Q: What do you hope the audience will take away from your film?

GA: I hope that the audience first off enjoys the film and gets lost in the sensory aspects of it. One thing that we kept returning to while writing the film was trying to transmit the solidarity and care between our two characters as they stare into the night’s sea, pondering their uncertain futures. It was important to us to make a film about some kind of class solidarity, of realising who you should be fighting, of seeing your struggles in the struggles of others, seeing theirs in yours and holding yourself and each other to your common purpose, not only of managing loss but re-building a better future together – in this way I hope the audience can trace the connections between the uncertain future that is unfolding in real time for our 12th century workers and our own precarious futures in the age of ecological collapse… or at least enjoy listening and watching the sea for 10 minutes.
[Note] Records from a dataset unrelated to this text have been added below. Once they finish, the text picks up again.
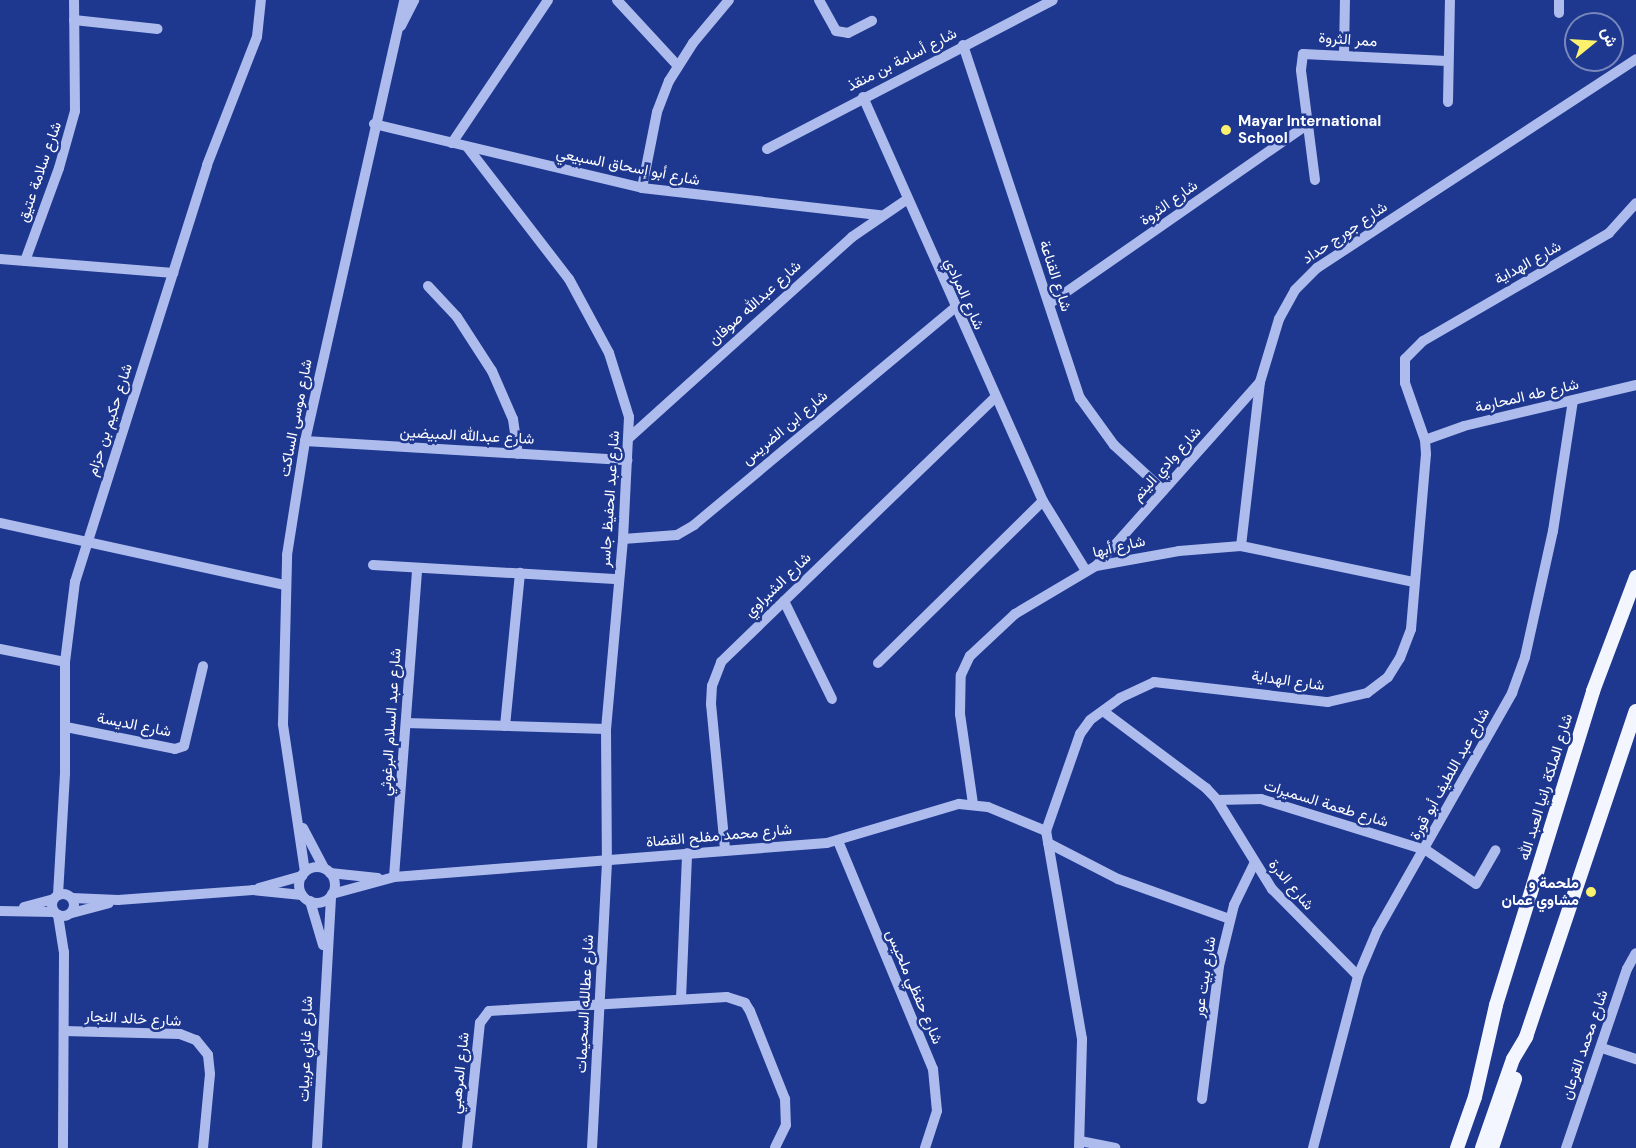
<!DOCTYPE html>
<meta charset="utf-8">
<style>
body{margin:0}
#map{position:relative;width:1636px;height:1148px;overflow:hidden;background:#1e378f;font-family:"DM Sans",Vazirmatn,sans-serif}
div>[style]{position:absolute}
[style*='--x']{left:calc(var(--x)*1px);top:calc(var(--y)*1px);width:calc(var(--w)*1px);rotate:calc(var(--a)*1deg)}
.minor>*{height:10px;margin:-5px;padding:0 5px;transform-origin:5px;border-radius:5px;background:#adbced}
.minor>.ring{margin:-5px;padding:0;box-sizing:content-box;background:none;border:10px solid #adbced;border-radius:50%}
.major>*{height:14px;margin:-7px;padding:0 7px;transform-origin:7px;border-radius:7px;background:#f3f5ff}
.dots>*{width:16px;height:16px;translate:-50% -50%;box-sizing:border-box;border:3px solid #1e378f;border-radius:50%}
span{translate:-50% -50%;white-space:nowrap;text-align:center;line-height:1.15;-webkit-text-stroke:5px #1e378f;paint-order:stroke}
.street-label{font-size:15px;color:#fff}
.poi-label{font-size:15px;color:#fff;font-weight:700}
.left{translate:0 -50%;text-align:left}
.right{translate:-100% -50%;text-align:right}
.north{position:absolute;left:1564px;top:12px;width:60px;height:60px;box-sizing:border-box;background:#1e378f;border:2px solid #7887bc;border-radius:50%;rotate:72deg;font-size:16px;font-weight:700;line-height:24px;text-align:center;color:#fff}
.north::after{content:'';display:block;margin:auto;width:21px;height:27px;background:#fcf16c;clip-path:polygon(50% 0,100% 100%,50% 72%,0 100%)}
</style>
<div id="map">
<div class="minor">
<div style="--x:617;--y:0;--w:88;--a:47.3"></div>
<div style="--x:819;--y:0;--w:35;--a:61"></div>
<div style="--x:836;--y:31;--w:12;--a:9"></div>
<div style="--x:848;--y:33;--w:27;--a:-27"></div>
<div style="--x:1559;--y:13;--w:13;--a:-90"></div>
<div style="--x:74;--y:20;--w:84;--a:6.1"></div>
<div style="--x:401;--y:26;--w:29;--a:-63"></div>
<div style="--x:963;--y:45;--w:372;--a:71.7"></div>
<div style="--x:1080;--y:398;--w:58;--a:54.1"></div>
<div style="--x:1114;--y:445;--w:67;--a:42.6"></div>
<div style="--x:1344;--y:55;--w:55;--a:-89"></div>
<div style="--x:863;--y:97;--w:442;--a:66"></div>
<div style="--x:1043;--y:501;--w:82;--a:58.4"></div>
<div style="--x:1448;--y:102;--w:102;--a:-88.9"></div>
<div style="--x:374;--y:124;--w:276;--a:13.4"></div>
<div style="--x:642;--y:188;--w:240;--a:6.5"></div>
<div style="--x:452;--y:143;--w:172;--a:-56.1"></div>
<div style="--x:468;--y:148;--w:165;--a:52.4"></div>
<div style="--x:569;--y:279;--w:84;--a:61.6"></div>
<div style="--x:609;--y:353;--w:67;--a:72.6"></div>
<div style="--x:629;--y:417;--w:122;--a:92.8"></div>
<div style="--x:623;--y:539;--w:191;--a:95.1"></div>
<div style="--x:606;--y:729;--w:133;--a:89.6"></div>
<div style="--x:607;--y:862;--w:286;--a:93"></div>
<div style="--x:767;--y:149;--w:322;--a:-27.5"></div>
<div style="--x:1315;--y:180;--w:111;--a:-97.3"></div>
<div style="--x:1301;--y:70;--w:16;--a:-83"></div>
<div style="--x:1303;--y:54;--w:144;--a:2.8"></div>
<div style="--x:642;--y:188;--w:77;--a:-78.8"></div>
<div style="--x:657;--y:112;--w:33;--a:-69"></div>
<div style="--x:669;--y:81;--w:45;--a:-57.7"></div>
<div style="--x:693;--y:43;--w:56;--a:-50.1"></div>
<div style="--x:0;--y:259;--w:174;--a:4.6"></div>
<div style="--x:25;--y:261;--w:99;--a:-69.9"></div>
<div style="--x:59;--y:168;--w:59;--a:-74.3"></div>
<div style="--x:75;--y:111;--w:111;--a:-90.5"></div>
<div style="--x:428;--y:286;--w:42;--a:46.9"></div>
<div style="--x:457;--y:317;--w:64;--a:57.1"></div>
<div style="--x:492;--y:371;--w:52;--a:66.4"></div>
<div style="--x:513;--y:419;--w:35;--a:82"></div>
<div style="--x:1049;--y:304;--w:314;--a:-34.8"></div>
<div style="--x:630;--y:437;--w:299;--a:-42"></div>
<div style="--x:852;--y:237;--w:65;--a:-34.4"></div>
<div style="--x:1425;--y:440;--w:41;--a:-19.7"></div>
<div style="--x:1464;--y:426;--w:177;--a:-13.4"></div>
<div style="--x:305;--y:441;--w:323;--a:3.4"></div>
<div style="--x:0;--y:523;--w:292;--a:12.3"></div>
<div style="--x:623;--y:539;--w:54;--a:-4.2"></div>
<div style="--x:677;--y:535;--w:20;--a:-30"></div>
<div style="--x:694;--y:525;--w:339;--a:-39.8"></div>
<div style="--x:1241;--y:546;--w:165;--a:-83.4"></div>
<div style="--x:1260;--y:382;--w:66;--a:-73.2"></div>
<div style="--x:1279;--y:319;--w:33;--a:-61"></div>
<div style="--x:1295;--y:290;--w:31;--a:-45"></div>
<div style="--x:1317;--y:268;--w:381;--a:-33.2"></div>
<div style="--x:373;--y:565;--w:246;--a:3.3"></div>
<div style="--x:1097;--y:565;--w:245;--a:-48.3"></div>
<div style="--x:784;--y:601;--w:109;--a:63.9"></div>
<div style="--x:0;--y:649;--w:66;--a:11.3"></div>
<div style="--x:878;--y:663;--w:231;--a:-44.5"></div>
<div style="--x:1103;--y:711;--w:129;--a:36.8"></div>
<div style="--x:1206;--y:788;--w:16;--a:47"></div>
<div style="--x:1217;--y:800;--w:105;--a:58.3"></div>
<div style="--x:1272;--y:889;--w:122;--a:45.3"></div>
<div style="--x:406;--y:723;--w:200;--a:1.7"></div>
<div style="--x:505;--y:726;--w:154;--a:-84.4"></div>
<div style="--x:66;--y:727;--w:111;--a:11.4"></div>
<div style="--x:175;--y:749;--w:9;--a:-18"></div>
<div style="--x:184;--y:746;--w:82;--a:-76.6"></div>
<div style="--x:1217;--y:800;--w:44;--a:-1.3"></div>
<div style="--x:1261;--y:799;--w:173;--a:17.2"></div>
<div style="--x:1426;--y:850;--w:60;--a:34.2"></div>
<div style="--x:1476;--y:884;--w:39;--a:-60"></div>
<div style="--x:973;--y:804;--w:91;--a:-98.2"></div>
<div style="--x:960;--y:714;--w:39;--a:-89"></div>
<div style="--x:961;--y:675;--w:21;--a:-65"></div>
<div style="--x:970;--y:656;--w:62;--a:-43"></div>
<div style="--x:1015;--y:614;--w:94;--a:-30.7"></div>
<div style="--x:1096;--y:566;--w:84;--a:-10.2"></div>
<div style="--x:1179;--y:551;--w:62;--a:-4.6"></div>
<div style="--x:1241;--y:546;--w:177;--a:11.8"></div>
<div style="--x:303;--y:828;--w:45;--a:62.3"></div>
<div style="--x:838;--y:841;--w:247;--a:67.4"></div>
<div style="--x:933;--y:1069;--w:42;--a:84.6"></div>
<div style="--x:937;--y:1111;--w:39;--a:108"></div>
<div style="--x:1048;--y:843;--w:79;--a:27.2"></div>
<div style="--x:1118;--y:879;--w:119;--a:19.7"></div>
<div style="--x:725;--y:849;--w:146;--a:-95.5"></div>
<div style="--x:711;--y:704;--w:18;--a:-87"></div>
<div style="--x:712;--y:686;--w:26;--a:-69"></div>
<div style="--x:721;--y:662;--w:380;--a:-44"></div>
<div class="ring" style="left:299px;top:867px;width:26px;height:26px"></div>
<div style="--x:305;--y:872;--w:150;--a:-98.5"></div>
<div style="--x:283;--y:724;--w:169;--a:-88.6"></div>
<div style="--x:287;--y:555;--w:115;--a:-81"></div>
<div style="--x:305;--y:441;--w:452;--a:-77.3"></div>
<div style="--x:330;--y:873;--w:48;--a:5.9"></div>
<div style="--x:394;--y:877;--w:309;--a:-85.7"></div>
<div style="--x:259;--y:888;--w:45;--a:-15.6"></div>
<div class="ring" style="left:52px;top:894px;width:12px;height:12px"></div>
<div style="--x:332;--y:894;--w:64;--a:-15.3"></div>
<div style="--x:394;--y:877;--w:434;--a:-4.5"></div>
<div style="--x:827;--y:843;--w:138;--a:-16.5"></div>
<div style="--x:959;--y:804;--w:29;--a:6"></div>
<div style="--x:988;--y:807;--w:63;--a:22.5"></div>
<div style="--x:58;--y:895;--w:122;--a:-86.7"></div>
<div style="--x:65;--y:773;--w:111;--a:-90"></div>
<div style="--x:65;--y:662;--w:81;--a:-82.9"></div>
<div style="--x:75;--y:582;--w:437;--a:-72.4"></div>
<div style="--x:207;--y:165;--w:137;--a:-68.7"></div>
<div style="--x:257;--y:37;--w:37;--a:-84"></div>
<div style="--x:72;--y:898;--w:46;--a:2.5"></div>
<div style="--x:118;--y:900;--w:135;--a:-4.2"></div>
<div style="--x:253;--y:890;--w:49;--a:5.8"></div>
<div style="--x:310;--y:901;--w:46;--a:73.5"></div>
<div style="--x:24;--y:907;--w:30;--a:-15"></div>
<div style="--x:0;--y:911;--w:54;--a:1.1"></div>
<div style="--x:72;--y:913;--w:38;--a:-15"></div>
<div style="--x:58;--y:915;--w:37;--a:81"></div>
<div style="--x:64;--y:952;--w:196;--a:90.3"></div>
<div style="--x:681;--y:999;--w:146;--a:-87.6"></div>
<div style="--x:64;--y:1031;--w:116;--a:1.5"></div>
<div style="--x:180;--y:1034;--w:17;--a:21"></div>
<div style="--x:196;--y:1040;--w:19;--a:51"></div>
<div style="--x:208;--y:1055;--w:19;--a:84"></div>
<div style="--x:210;--y:1074;--w:74;--a:95.4"></div>
<div style="--x:1602;--y:1048;--w:36;--a:18"></div>
<div style="--x:1202;--y:1099;--w:134;--a:-82.7"></div>
<div style="--x:1219;--y:966;--w:63;--a:-76.2"></div>
<div style="--x:1234;--y:905;--w:46;--a:-64"></div>
<div style="--x:1080;--y:1141;--w:36;--a:11"></div>
<div style="--x:317;--y:1148;--w:252;--a:-86.8"></div>
<div style="--x:467;--y:1148;--w:126;--a:-84.1"></div>
<div style="--x:480;--y:1023;--w:15;--a:-53"></div>
<div style="--x:489;--y:1011;--w:238;--a:-3.4"></div>
<div style="--x:727;--y:997;--w:19;--a:18"></div>
<div style="--x:745;--y:1003;--w:9;--a:58"></div>
<div style="--x:750;--y:1011;--w:95;--a:68.3"></div>
<div style="--x:785;--y:1099;--w:26;--a:88"></div>
<div style="--x:786;--y:1125;--w:25;--a:116"></div>
<div style="--x:1079;--y:1148;--w:109;--a:-88.4"></div>
<div style="--x:1082;--y:1039;--w:211;--a:-99.8"></div>
<div style="--x:1046;--y:831;--w:103;--a:-70.7"></div>
<div style="--x:1080;--y:734;--w:17;--a:-54"></div>
<div style="--x:1090;--y:720;--w:37;--a:-36"></div>
<div style="--x:1120;--y:698;--w:38;--a:-25"></div>
<div style="--x:1154;--y:682;--w:175;--a:6.6"></div>
<div style="--x:1328;--y:702;--w:40;--a:-13"></div>
<div style="--x:1367;--y:693;--w:26;--a:-37"></div>
<div style="--x:1388;--y:677;--w:22;--a:-58"></div>
<div style="--x:1400;--y:658;--w:31;--a:-69"></div>
<div style="--x:1411;--y:629;--w:176;--a:-85.1"></div>
<div style="--x:1426;--y:454;--w:14;--a:-94"></div>
<div style="--x:1425;--y:440;--w:60;--a:-109.3"></div>
<div style="--x:1405;--y:383;--w:24;--a:-90"></div>
<div style="--x:1405;--y:359;--w:25;--a:-45"></div>
<div style="--x:1423;--y:341;--w:215;--a:-30.1"></div>
<div style="--x:1609;--y:233;--w:40;--a:-48"></div>
<div style="--x:1313;--y:1148;--w:178;--a:-75.3"></div>
<div style="--x:1358;--y:976;--w:49;--a:-67.1"></div>
<div style="--x:1377;--y:931;--w:274;--a:-60.4"></div>
<div style="--x:1512;--y:693;--w:38;--a:-70"></div>
<div style="--x:1525;--y:657;--w:129;--a:-77.5"></div>
<div style="--x:1553;--y:531;--w:132;--a:-81.3"></div>
<div style="--x:1566;--y:1148;--w:189;--a:-71.2"></div>
<div style="--x:1627;--y:969;--w:18;--a:-61"></div>
</div>
<div class="major">
<div style="--x:1457;--y:1148;--w:54;--a:-70.6"></div>
<div style="--x:1475;--y:1097;--w:94;--a:-77.1"></div>
<div style="--x:1496;--y:1005;--w:329;--a:-72.8"></div>
<div style="--x:1593;--y:691;--w:122;--a:-69.3"></div>
<div style="--x:1482;--y:1148;--w:94;--a:-70.8"></div>
<div style="--x:1513;--y:1059;--w:26;--a:-59"></div>
<div style="--x:1526;--y:1037;--w:344;--a:-71.4"></div>
<div style="--x:1492;--y:1148;--w:73;--a:-71.6"></div>
</div>
<div class="dots">
<div style="left:1226px;top:130px;background:#fcf16c"></div>
<div style="left:1591px;top:892px;background:#fcf16c"></div>
</div>
<div class="street-label">
<span style="left:1348px;top:40px;rotate:4deg">ممر الثروة</span>
<span style="left:902px;top:60px;rotate:-27deg">شارع أسامة بن منقذ</span>
<span style="left:628px;top:167px;rotate:11deg">شارع أبو إسحاق السبيعي</span>
<span style="left:40px;top:172px;rotate:-71deg">شارع سلامة عتيق</span>
<span style="left:1169px;top:203px;rotate:-35deg">شارع الثروة</span>
<span style="left:1345px;top:233px;rotate:-34deg">شارع جورج حداد</span>
<span style="left:1528px;top:263px;rotate:-29deg">شارع الهداية</span>
<span style="left:1055px;top:276px;rotate:72deg">شارع القناعة</span>
<span style="left:964px;top:294px;rotate:66deg">شارع المرادي</span>
<span style="left:755px;top:303px;rotate:-42deg">شارع عبدالله صوفان</span>
<span style="left:1527px;top:396px;rotate:-13deg">شارع طه المحارمة</span>
<span style="left:296px;top:418px;rotate:-79deg">شارع موسى الساكت</span>
<span style="left:110px;top:420px;rotate:-72deg">شارع حكيم بن حزام</span>
<span style="left:785px;top:428px;rotate:-40deg">شارع ابن الضريس</span>
<span style="left:467px;top:436px;rotate:3deg">شارع عبدالله المبيضين</span>
<span style="left:1167px;top:464px;rotate:-48deg">شارع وادي اليتم</span>
<span style="left:610px;top:499px;rotate:-86deg">شارع عبد الحفيظ جاسر</span>
<span style="left:1119px;top:547px;rotate:-13deg">شارع أبها</span>
<span style="left:778px;top:585px;rotate:-44deg">شارع الشبراوي</span>
<span style="left:1288px;top:681px;rotate:8deg">شارع الهداية</span>
<span style="left:391px;top:722px;rotate:-86deg">شارع عبد السلام البرغوثي</span>
<span style="left:134px;top:725px;rotate:11deg">شارع الديسة</span>
<span style="left:1450px;top:774px;rotate:-61deg">شارع عبد اللطيف أبو قورة</span>
<span style="left:1546px;top:787px;rotate:-73deg">شارع الملكة رانيا العبد الله</span>
<span style="left:1326px;top:804px;rotate:17deg">شارع طعمة السميرات</span>
<span style="left:719px;top:836px;rotate:-5deg">شارع محمد مفلح القضاة</span>
<span style="left:1291px;top:885px;rotate:50deg">شارع الدرة</span>
<span style="left:1205px;top:977px;rotate:-81deg">شارع بيت عور</span>
<span style="left:914px;top:987px;rotate:67deg">شارع حفظي ملحيس</span>
<span style="left:585px;top:1004px;rotate:-87deg">شارع عطالله السحيمات</span>
<span style="left:133px;top:1019px;rotate:3deg">شارع خالد النجار</span>
<span style="left:1585px;top:1045px;rotate:-71deg">شارع محمد القرعان</span>
<span style="left:306px;top:1049px;rotate:-88deg">شارع غازي عربيات</span>
<span style="left:460px;top:1073px;rotate:-84deg">شارع المرهبي</span>
</div>
<div class="poi-label">
<span class="left" style="left:1238px;top:130px">Mayar International<br>School</span>
<span class="right" style="left:1579px;top:892px">ملحمة و<br>مشاوي عمان</span>
</div>
<div class="north">ش</div>
</div>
Q: What comes next for you after Push?

Duncan McKenna (who co-wrote The White Ship) and I are currently planning the next chapter in our collaboration around lost ships and the collapse of the future, which comes from research into a religious community ravaged by a storm in 17th century Estonia. Hopefully, travel permitting, I would like to do a residency in Tallinn in the summer to make that film. While I wait for funding for that I am currently making a psychedelic found footage film about the connection between butterflies and the birth of a malicious computer virus, splitting the difference between systems literacy and ecological fantasia. This has been a project I started researching many years ago and has finally found some kind of form during another lockdown.